* Prompt *
Search the records for lines that contain the word "worn". Copy them all.

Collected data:
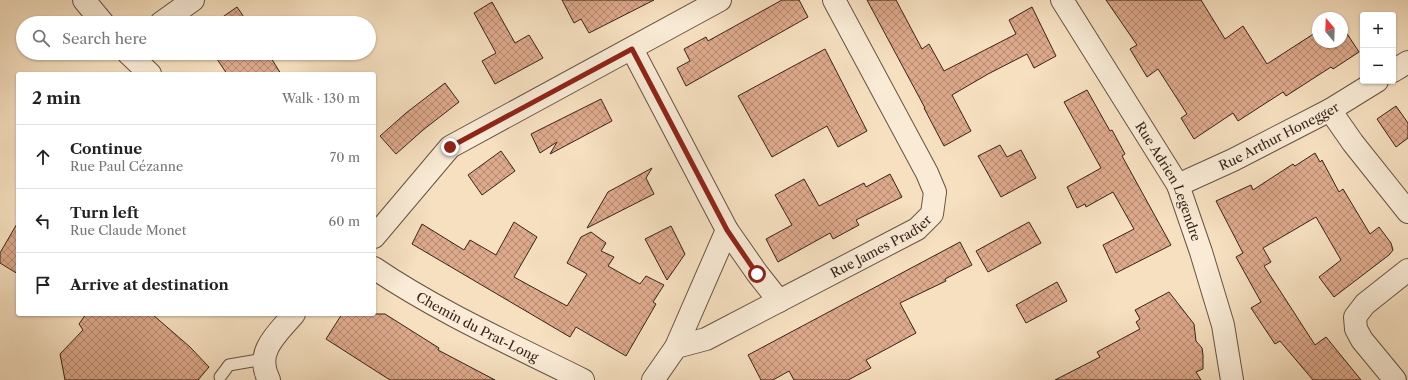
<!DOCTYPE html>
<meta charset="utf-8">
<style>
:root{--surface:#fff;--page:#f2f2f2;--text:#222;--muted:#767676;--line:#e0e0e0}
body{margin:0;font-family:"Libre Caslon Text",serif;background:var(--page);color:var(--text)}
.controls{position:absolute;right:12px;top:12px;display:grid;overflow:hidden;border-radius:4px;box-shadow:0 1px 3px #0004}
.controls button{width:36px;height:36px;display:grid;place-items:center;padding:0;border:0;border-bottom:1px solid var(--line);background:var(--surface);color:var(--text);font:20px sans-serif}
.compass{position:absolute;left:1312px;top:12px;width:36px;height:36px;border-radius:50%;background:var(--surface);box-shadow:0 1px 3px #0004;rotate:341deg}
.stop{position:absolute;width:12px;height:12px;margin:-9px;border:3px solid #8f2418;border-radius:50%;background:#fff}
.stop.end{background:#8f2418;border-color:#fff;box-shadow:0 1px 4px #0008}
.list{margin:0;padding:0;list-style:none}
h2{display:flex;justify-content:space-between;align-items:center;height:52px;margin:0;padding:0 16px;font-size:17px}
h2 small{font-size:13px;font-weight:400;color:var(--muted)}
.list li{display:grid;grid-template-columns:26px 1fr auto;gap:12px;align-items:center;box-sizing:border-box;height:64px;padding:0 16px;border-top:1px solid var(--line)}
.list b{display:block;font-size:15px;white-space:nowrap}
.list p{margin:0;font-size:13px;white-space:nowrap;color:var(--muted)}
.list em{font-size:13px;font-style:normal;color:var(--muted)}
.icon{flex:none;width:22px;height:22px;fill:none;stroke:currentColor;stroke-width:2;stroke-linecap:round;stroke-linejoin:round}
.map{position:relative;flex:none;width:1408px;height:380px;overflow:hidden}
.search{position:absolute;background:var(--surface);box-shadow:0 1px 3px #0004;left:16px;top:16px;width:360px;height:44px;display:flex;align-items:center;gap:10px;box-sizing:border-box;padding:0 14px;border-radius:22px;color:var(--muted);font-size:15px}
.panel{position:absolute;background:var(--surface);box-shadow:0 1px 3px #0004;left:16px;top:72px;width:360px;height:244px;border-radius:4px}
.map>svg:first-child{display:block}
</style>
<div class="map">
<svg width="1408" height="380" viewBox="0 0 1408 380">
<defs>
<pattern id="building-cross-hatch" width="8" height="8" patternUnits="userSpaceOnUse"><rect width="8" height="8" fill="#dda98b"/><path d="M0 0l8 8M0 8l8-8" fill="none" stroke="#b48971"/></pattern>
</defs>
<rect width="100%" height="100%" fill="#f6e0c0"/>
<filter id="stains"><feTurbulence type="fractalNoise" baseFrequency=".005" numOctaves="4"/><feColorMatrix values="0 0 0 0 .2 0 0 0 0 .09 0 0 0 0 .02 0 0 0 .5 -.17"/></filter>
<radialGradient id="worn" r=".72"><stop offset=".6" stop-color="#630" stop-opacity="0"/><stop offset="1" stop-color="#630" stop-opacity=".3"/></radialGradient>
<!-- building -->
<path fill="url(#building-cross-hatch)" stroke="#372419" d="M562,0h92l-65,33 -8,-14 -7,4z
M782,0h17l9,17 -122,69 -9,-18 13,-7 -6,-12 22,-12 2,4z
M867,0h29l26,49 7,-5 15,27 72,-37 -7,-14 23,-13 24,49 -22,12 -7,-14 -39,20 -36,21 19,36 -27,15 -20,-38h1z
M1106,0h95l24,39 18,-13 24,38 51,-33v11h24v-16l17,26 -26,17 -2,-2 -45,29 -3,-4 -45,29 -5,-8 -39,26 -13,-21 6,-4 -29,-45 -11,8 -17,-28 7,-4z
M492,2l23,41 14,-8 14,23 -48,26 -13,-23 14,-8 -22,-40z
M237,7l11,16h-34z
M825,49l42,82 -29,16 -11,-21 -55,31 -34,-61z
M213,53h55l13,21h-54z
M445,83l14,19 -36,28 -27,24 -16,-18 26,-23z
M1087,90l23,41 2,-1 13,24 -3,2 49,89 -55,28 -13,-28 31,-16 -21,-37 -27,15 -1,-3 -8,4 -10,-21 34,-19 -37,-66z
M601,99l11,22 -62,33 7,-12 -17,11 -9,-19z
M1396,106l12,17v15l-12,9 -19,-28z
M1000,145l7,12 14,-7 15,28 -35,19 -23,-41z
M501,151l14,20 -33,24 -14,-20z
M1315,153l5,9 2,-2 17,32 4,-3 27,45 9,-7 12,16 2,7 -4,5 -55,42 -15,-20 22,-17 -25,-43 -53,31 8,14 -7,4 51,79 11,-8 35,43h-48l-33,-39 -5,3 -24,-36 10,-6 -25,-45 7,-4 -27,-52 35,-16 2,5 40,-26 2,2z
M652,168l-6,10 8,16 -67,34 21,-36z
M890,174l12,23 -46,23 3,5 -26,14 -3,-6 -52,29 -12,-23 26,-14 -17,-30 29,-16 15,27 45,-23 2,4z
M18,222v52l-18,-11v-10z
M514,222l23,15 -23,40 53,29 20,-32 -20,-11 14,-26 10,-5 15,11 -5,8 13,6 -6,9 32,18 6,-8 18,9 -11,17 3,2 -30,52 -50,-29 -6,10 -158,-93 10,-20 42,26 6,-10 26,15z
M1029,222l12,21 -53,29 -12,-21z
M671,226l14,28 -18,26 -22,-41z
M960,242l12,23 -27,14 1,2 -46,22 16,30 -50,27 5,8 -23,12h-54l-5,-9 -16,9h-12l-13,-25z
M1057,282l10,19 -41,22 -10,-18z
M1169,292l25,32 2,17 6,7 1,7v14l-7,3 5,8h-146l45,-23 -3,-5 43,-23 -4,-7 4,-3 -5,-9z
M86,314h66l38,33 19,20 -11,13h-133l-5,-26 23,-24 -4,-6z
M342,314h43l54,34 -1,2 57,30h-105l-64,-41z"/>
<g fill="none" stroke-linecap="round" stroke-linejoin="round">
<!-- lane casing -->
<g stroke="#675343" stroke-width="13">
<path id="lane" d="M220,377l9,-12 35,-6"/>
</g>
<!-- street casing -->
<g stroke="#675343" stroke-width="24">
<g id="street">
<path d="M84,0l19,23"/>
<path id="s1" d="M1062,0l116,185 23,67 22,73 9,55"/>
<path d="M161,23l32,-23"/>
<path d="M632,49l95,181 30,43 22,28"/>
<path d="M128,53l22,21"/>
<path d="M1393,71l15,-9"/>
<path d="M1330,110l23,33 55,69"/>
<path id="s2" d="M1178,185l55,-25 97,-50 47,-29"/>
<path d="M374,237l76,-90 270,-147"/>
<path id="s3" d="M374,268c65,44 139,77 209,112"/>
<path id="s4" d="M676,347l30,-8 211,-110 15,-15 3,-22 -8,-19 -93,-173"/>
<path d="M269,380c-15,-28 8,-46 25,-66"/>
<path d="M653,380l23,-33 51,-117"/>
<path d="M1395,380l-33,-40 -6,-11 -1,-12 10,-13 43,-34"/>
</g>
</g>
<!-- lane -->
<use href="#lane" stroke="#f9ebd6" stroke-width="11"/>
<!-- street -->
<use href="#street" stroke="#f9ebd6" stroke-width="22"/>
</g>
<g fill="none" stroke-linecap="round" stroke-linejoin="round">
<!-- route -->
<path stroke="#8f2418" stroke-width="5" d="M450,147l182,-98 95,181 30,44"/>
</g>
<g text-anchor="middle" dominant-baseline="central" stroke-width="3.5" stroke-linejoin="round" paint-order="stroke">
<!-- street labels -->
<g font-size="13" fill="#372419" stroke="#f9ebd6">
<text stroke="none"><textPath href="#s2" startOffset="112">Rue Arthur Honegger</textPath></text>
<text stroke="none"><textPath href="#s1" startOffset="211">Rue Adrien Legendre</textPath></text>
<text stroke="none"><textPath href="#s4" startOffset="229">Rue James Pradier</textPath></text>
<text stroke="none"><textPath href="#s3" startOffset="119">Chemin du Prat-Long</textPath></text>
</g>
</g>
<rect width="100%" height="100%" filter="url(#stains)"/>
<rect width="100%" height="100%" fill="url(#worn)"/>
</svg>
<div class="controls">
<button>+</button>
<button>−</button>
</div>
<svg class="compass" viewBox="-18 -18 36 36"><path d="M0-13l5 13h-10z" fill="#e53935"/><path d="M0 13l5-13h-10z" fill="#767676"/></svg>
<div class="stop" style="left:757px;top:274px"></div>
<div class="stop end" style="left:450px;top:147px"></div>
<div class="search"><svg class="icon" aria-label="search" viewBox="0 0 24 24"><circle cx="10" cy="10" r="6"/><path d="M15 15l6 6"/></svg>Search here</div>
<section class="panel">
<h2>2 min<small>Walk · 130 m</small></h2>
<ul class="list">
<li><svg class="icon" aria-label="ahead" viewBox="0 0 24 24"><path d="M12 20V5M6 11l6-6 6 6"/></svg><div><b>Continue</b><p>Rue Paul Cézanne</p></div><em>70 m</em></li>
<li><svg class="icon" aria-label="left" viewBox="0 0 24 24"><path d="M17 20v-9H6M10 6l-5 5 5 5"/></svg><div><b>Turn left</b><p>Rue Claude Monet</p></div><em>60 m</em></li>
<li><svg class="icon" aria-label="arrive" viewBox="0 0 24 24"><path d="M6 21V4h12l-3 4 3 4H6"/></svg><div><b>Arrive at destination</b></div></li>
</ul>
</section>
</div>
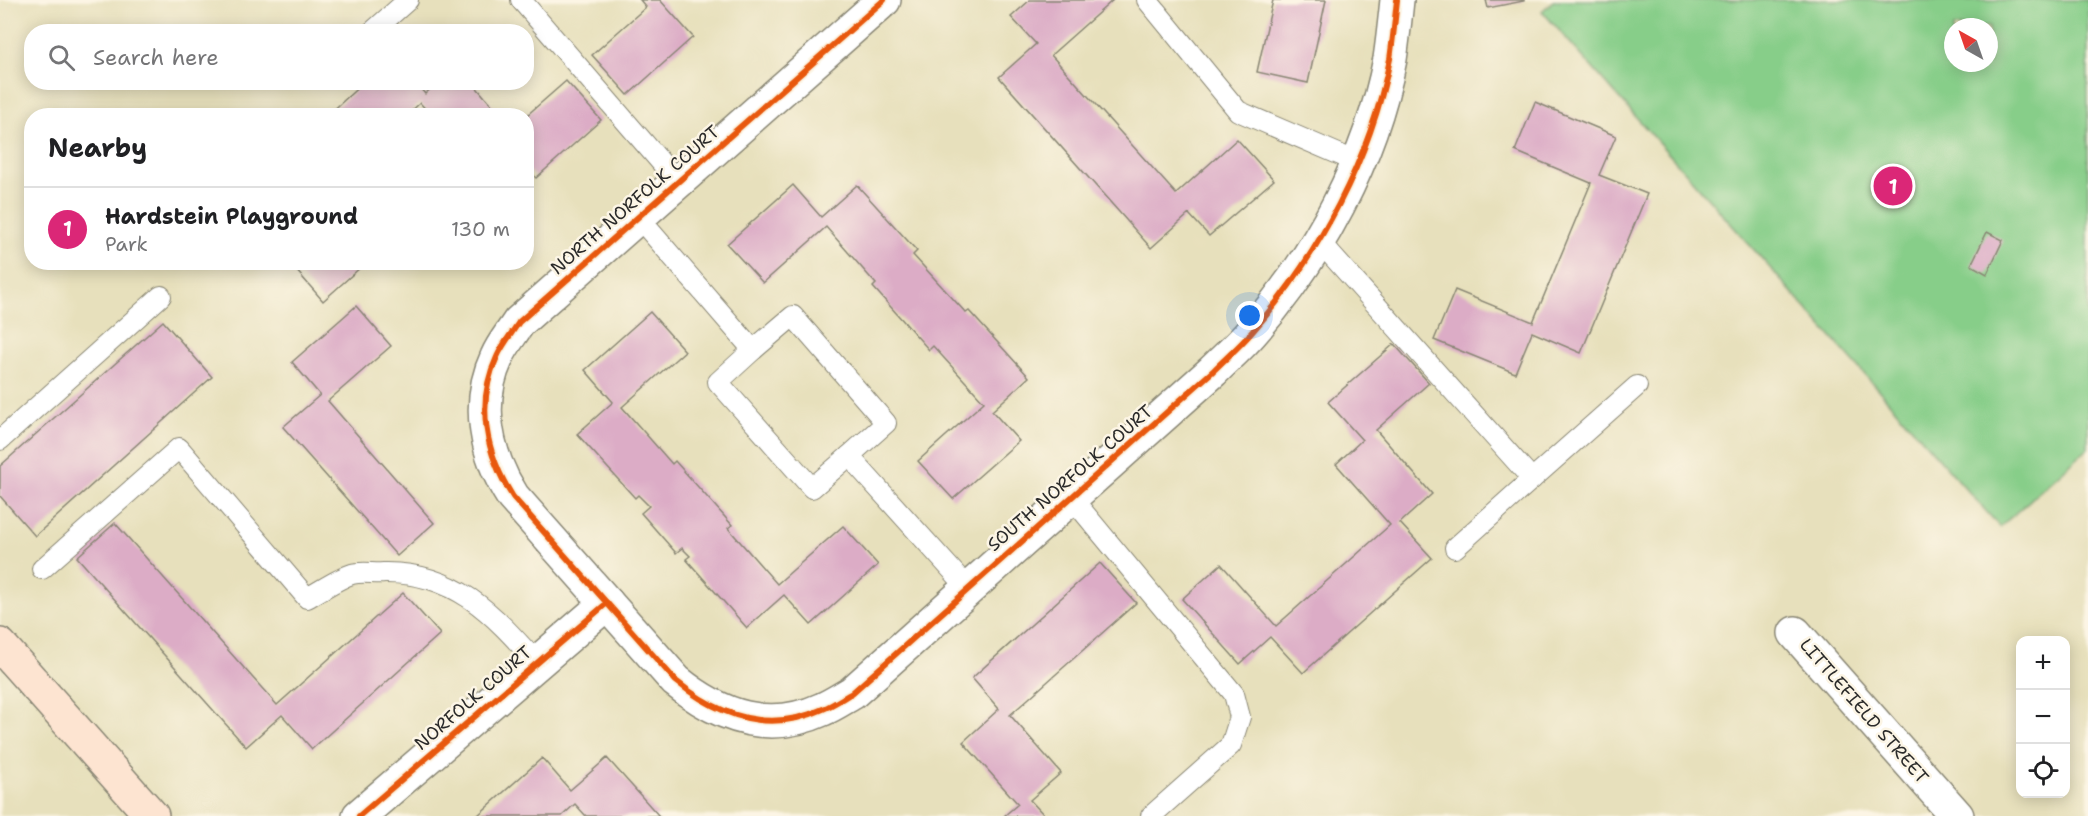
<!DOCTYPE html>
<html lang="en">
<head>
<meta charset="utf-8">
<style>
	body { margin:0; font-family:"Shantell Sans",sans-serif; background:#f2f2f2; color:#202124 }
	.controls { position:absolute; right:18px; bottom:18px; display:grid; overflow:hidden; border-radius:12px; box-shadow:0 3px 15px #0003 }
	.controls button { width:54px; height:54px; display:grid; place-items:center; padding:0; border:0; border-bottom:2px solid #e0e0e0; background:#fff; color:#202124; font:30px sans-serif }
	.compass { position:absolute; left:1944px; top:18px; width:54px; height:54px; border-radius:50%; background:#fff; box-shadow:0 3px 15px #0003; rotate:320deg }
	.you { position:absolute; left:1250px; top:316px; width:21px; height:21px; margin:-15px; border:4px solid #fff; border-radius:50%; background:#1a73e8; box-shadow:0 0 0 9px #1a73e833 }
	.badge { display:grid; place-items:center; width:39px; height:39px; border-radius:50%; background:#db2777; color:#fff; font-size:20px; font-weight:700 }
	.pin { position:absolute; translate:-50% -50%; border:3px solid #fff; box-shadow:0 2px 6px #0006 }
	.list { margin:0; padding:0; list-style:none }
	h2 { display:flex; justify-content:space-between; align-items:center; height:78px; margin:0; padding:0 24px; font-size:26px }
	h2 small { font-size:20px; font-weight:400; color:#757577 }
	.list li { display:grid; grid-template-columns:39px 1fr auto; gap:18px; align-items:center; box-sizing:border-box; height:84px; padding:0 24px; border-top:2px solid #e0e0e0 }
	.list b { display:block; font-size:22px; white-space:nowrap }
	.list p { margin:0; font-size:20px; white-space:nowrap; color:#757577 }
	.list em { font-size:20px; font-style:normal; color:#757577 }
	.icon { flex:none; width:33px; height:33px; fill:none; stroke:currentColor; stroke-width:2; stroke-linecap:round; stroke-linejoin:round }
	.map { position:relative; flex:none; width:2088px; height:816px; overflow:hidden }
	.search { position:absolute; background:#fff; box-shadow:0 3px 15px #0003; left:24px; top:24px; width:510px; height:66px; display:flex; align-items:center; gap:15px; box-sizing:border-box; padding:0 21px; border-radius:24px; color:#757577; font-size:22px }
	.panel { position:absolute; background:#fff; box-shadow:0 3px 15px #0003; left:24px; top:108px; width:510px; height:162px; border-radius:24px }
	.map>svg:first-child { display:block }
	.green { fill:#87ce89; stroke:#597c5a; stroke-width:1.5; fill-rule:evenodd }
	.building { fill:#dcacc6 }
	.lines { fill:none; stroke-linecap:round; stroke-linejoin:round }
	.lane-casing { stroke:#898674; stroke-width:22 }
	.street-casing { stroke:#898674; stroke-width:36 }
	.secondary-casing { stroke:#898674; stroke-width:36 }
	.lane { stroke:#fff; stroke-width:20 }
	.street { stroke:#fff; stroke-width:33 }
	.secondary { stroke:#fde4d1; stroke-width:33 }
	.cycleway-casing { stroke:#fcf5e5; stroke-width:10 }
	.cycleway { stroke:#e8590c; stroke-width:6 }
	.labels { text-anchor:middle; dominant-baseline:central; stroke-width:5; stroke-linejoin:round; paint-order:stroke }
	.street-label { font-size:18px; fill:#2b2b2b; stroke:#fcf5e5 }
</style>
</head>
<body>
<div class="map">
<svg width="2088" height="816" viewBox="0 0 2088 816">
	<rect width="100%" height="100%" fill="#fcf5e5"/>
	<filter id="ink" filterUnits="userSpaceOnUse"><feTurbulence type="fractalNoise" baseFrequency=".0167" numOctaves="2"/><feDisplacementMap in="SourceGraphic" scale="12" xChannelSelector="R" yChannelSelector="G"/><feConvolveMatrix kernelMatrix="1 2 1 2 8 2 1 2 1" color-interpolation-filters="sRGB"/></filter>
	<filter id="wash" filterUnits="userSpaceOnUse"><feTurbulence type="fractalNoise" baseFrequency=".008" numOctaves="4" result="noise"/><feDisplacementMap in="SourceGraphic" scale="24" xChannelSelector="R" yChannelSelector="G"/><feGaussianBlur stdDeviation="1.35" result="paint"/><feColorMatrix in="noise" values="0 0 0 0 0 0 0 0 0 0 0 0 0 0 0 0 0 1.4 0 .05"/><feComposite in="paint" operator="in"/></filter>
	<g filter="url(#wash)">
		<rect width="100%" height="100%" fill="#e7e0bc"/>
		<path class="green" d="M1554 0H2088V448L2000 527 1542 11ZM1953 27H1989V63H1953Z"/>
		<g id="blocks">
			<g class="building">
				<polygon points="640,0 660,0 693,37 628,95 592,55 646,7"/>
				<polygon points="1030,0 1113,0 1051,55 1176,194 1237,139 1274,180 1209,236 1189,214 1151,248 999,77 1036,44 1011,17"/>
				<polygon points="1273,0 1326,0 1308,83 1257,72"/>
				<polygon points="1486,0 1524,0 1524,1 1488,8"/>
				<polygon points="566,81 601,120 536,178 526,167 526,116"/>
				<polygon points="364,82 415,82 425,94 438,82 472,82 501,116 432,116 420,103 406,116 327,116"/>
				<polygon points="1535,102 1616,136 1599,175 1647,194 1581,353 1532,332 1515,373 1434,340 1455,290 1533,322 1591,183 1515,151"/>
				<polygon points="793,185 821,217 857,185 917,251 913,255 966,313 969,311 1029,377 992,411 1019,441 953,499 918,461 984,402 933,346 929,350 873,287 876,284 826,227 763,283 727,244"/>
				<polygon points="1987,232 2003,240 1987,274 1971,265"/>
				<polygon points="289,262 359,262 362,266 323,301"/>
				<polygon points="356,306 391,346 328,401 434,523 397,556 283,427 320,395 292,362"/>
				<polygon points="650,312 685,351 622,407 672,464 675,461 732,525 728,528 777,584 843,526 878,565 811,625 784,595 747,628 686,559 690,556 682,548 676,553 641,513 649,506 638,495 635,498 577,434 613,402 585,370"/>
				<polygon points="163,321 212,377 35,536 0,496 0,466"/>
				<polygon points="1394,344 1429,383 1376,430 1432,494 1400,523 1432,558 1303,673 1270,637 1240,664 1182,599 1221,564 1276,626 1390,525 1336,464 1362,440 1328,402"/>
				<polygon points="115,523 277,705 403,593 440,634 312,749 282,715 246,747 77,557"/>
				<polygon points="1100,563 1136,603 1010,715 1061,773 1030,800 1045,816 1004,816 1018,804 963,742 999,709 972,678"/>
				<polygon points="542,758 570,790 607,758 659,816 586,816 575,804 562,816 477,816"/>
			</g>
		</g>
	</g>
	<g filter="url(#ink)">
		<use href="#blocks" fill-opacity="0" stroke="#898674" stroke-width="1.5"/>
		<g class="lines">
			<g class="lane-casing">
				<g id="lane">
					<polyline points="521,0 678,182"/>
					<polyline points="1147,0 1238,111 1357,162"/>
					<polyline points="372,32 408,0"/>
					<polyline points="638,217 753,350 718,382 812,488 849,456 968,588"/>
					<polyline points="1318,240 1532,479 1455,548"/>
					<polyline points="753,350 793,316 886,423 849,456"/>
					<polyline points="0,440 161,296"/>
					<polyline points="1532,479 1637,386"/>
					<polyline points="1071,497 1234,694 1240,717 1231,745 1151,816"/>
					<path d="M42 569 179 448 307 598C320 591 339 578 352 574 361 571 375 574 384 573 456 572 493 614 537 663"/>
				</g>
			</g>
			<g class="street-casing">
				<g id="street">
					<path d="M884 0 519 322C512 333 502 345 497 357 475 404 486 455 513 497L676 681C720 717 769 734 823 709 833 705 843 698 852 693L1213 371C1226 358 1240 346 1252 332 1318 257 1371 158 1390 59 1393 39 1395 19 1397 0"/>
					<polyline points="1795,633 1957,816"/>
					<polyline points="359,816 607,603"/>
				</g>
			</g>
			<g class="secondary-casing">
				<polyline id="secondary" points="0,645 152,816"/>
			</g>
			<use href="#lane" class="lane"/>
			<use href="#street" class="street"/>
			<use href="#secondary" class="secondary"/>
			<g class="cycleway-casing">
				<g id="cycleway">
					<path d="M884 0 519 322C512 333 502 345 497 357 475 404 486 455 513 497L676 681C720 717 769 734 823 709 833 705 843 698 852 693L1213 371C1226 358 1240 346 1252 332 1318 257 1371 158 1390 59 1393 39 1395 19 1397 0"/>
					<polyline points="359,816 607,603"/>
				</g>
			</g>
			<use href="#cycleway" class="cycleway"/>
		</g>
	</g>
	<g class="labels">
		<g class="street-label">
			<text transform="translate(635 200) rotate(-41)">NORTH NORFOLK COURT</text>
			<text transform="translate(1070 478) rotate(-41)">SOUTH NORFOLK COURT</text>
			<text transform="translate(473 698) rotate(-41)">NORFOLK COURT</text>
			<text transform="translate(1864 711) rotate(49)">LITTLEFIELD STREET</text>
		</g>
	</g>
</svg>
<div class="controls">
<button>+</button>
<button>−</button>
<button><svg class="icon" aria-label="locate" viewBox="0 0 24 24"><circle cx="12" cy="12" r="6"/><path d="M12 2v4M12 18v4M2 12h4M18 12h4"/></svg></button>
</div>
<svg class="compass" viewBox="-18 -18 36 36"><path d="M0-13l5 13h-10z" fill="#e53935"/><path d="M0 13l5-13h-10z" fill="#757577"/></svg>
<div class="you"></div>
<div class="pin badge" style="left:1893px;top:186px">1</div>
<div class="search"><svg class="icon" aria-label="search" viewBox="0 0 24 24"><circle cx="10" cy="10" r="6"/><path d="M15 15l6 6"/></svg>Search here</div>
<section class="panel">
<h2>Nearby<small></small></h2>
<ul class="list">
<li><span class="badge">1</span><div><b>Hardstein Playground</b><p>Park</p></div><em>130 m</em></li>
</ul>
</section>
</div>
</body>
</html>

* Written response *
<radialGradient id="worn" r=".72"><stop offset=".6" stop-color="#630" stop-opacity="0"/><stop offset="1" stop-color="#630" stop-opacity=".3"/></radialGradient>
<rect width="100%" height="100%" fill="url(#worn)"/>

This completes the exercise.